The reason was not lack of courage or capability. It was coalition arithmetic. Saudi Arabia, Syria, and other Arab states had agreed to stand alongside the United States against Iraq on one condition: Israel must stay out. The moment Israel fired back at Saddam’s missiles, the Arab world would have been seen as fighting alongside the Jewish state, and the coalition would have shattered. So Israel absorbed the attacks in silence – 41 Scud missiles in all – and did nothing.

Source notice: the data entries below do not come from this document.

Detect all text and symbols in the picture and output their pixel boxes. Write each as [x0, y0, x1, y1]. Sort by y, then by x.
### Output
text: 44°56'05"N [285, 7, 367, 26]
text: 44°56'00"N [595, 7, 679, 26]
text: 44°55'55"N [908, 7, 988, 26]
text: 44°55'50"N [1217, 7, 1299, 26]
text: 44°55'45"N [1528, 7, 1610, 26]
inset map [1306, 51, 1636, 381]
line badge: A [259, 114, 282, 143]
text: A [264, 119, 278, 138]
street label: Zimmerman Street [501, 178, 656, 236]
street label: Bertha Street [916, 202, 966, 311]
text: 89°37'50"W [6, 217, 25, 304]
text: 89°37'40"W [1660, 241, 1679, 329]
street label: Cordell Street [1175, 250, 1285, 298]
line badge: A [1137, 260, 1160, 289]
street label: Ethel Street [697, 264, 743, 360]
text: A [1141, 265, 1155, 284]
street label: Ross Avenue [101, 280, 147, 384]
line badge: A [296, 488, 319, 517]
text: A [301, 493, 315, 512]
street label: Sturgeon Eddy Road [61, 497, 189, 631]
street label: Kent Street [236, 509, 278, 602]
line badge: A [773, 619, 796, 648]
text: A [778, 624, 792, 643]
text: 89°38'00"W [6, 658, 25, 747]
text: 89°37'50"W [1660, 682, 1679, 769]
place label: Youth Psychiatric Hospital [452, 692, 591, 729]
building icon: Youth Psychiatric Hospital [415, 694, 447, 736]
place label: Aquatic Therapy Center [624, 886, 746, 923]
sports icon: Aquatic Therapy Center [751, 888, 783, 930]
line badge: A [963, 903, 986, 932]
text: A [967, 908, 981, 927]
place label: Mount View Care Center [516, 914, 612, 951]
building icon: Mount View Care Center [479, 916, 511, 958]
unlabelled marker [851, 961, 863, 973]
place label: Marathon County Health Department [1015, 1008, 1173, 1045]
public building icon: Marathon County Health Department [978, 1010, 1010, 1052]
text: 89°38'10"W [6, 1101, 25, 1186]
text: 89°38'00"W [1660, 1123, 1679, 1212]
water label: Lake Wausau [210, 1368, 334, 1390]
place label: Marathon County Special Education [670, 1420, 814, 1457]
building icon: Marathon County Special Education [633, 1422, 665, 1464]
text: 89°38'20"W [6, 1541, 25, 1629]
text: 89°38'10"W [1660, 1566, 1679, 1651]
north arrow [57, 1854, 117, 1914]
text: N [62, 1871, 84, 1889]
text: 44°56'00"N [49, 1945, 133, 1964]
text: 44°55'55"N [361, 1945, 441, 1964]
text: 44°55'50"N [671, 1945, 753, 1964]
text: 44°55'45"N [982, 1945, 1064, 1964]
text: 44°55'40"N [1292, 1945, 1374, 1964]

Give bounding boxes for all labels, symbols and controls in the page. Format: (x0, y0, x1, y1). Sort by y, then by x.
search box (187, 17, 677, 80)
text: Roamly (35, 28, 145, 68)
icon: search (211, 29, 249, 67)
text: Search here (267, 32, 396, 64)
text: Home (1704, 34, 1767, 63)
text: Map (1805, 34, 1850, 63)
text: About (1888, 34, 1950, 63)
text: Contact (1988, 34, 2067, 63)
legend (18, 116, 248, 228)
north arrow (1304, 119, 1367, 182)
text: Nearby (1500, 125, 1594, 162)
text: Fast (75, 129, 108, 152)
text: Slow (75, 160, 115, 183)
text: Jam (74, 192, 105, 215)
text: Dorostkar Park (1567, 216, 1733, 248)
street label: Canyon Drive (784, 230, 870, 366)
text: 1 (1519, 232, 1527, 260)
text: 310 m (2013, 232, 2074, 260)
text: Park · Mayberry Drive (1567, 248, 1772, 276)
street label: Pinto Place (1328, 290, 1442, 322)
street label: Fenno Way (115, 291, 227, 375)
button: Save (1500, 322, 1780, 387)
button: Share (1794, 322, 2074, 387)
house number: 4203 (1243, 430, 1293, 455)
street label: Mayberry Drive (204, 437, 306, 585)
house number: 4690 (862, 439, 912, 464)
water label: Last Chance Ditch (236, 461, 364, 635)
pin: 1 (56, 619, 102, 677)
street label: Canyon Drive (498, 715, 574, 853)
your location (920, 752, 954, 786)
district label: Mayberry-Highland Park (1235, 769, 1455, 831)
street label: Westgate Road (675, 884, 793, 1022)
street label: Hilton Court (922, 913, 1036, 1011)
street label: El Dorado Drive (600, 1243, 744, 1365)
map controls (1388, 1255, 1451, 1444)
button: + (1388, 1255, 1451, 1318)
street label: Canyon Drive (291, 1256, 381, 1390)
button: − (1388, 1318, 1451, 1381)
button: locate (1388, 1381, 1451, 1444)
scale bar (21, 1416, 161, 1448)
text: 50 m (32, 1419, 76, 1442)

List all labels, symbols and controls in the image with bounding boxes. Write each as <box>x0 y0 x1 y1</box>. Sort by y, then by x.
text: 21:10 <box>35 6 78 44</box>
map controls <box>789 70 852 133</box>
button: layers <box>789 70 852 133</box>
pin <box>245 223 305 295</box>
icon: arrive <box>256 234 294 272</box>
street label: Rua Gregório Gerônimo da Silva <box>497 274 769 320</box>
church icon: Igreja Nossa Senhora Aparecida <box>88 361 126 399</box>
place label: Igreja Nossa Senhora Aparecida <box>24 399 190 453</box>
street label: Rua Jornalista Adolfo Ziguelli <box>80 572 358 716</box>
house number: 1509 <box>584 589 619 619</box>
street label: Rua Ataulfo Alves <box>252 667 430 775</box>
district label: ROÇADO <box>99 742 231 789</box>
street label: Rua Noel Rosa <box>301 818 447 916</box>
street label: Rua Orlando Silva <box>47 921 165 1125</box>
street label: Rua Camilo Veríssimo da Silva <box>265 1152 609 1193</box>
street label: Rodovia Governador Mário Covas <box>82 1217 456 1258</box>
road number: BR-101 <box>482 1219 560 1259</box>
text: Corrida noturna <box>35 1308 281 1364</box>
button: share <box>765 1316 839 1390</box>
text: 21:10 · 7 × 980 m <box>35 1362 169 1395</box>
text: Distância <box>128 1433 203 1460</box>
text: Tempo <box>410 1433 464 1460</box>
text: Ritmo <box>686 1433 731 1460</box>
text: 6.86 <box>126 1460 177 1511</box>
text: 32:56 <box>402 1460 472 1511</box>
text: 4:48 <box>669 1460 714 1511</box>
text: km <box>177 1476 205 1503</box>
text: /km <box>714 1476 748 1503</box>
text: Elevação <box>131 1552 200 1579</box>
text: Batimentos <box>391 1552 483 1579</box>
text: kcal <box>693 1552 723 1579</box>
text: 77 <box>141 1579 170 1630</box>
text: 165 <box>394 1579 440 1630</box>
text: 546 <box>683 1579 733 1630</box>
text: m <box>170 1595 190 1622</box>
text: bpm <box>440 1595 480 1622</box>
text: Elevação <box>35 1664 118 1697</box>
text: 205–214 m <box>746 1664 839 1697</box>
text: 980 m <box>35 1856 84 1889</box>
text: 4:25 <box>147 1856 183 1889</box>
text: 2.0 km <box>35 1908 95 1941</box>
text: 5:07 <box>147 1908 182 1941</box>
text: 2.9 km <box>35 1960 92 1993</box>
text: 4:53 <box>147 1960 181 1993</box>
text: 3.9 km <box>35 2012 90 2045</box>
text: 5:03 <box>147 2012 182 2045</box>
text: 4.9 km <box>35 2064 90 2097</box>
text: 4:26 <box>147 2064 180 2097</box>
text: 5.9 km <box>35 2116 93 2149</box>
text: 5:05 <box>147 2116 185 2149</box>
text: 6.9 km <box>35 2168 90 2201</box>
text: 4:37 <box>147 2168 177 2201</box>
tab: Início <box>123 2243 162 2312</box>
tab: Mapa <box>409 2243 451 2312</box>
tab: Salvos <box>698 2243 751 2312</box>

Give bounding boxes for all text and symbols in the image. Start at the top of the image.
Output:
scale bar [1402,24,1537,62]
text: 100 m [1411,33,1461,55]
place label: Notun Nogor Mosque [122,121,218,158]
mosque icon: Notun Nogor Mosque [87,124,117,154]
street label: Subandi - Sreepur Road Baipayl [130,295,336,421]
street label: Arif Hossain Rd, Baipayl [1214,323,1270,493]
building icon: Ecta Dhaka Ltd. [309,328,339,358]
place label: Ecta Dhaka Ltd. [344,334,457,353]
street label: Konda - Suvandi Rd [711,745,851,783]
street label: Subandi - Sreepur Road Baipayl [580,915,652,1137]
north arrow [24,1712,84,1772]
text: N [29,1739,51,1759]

That was 35 years ago. On February 28, 2026, in the hours after Israel and the United States launched a joint strike against Iran’s leadership, military command, and nuclear infrastructure, something extraordinary happened. Iran retaliated, not just against Israel and American bases, but against Saudi Arabia, the United Arab Emirates, Qatar, Kuwait, Jordan, and Bahrain.

Missiles fell on Riyadh. Shahed drones struck Dubai’s Palm Jumeirah. Qatar’s air defenses scrambled against Iranian ballistic missiles. Bahrain called an Iranian strike on the US Fifth Fleet headquarters “treacherous.” Saudi Arabia – a kingdom that for decades kept Israel at arm’s length – condemned Iran’s attacks in “the strongest terms” and placed all its capabilities at the disposal of its Arab neighbors under fire.

The map has flipped

Think of it as a map. In 1948, 1967, and every existential war Israel has fought, the arrows on that map pointed inward – Iraq, Jordan, Syria, and Lebanon converging on a small state that stood alone in the center. In 1991, the same picture held.

Now, look at today’s map. The arrows from Tehran fan outward, striking not Israel alone but the entire Arab Sunni world. Iran has, in a single day, done what decades of Israeli diplomacy could not: It has clarified to every Arab capital that the enemy they share is not Israel.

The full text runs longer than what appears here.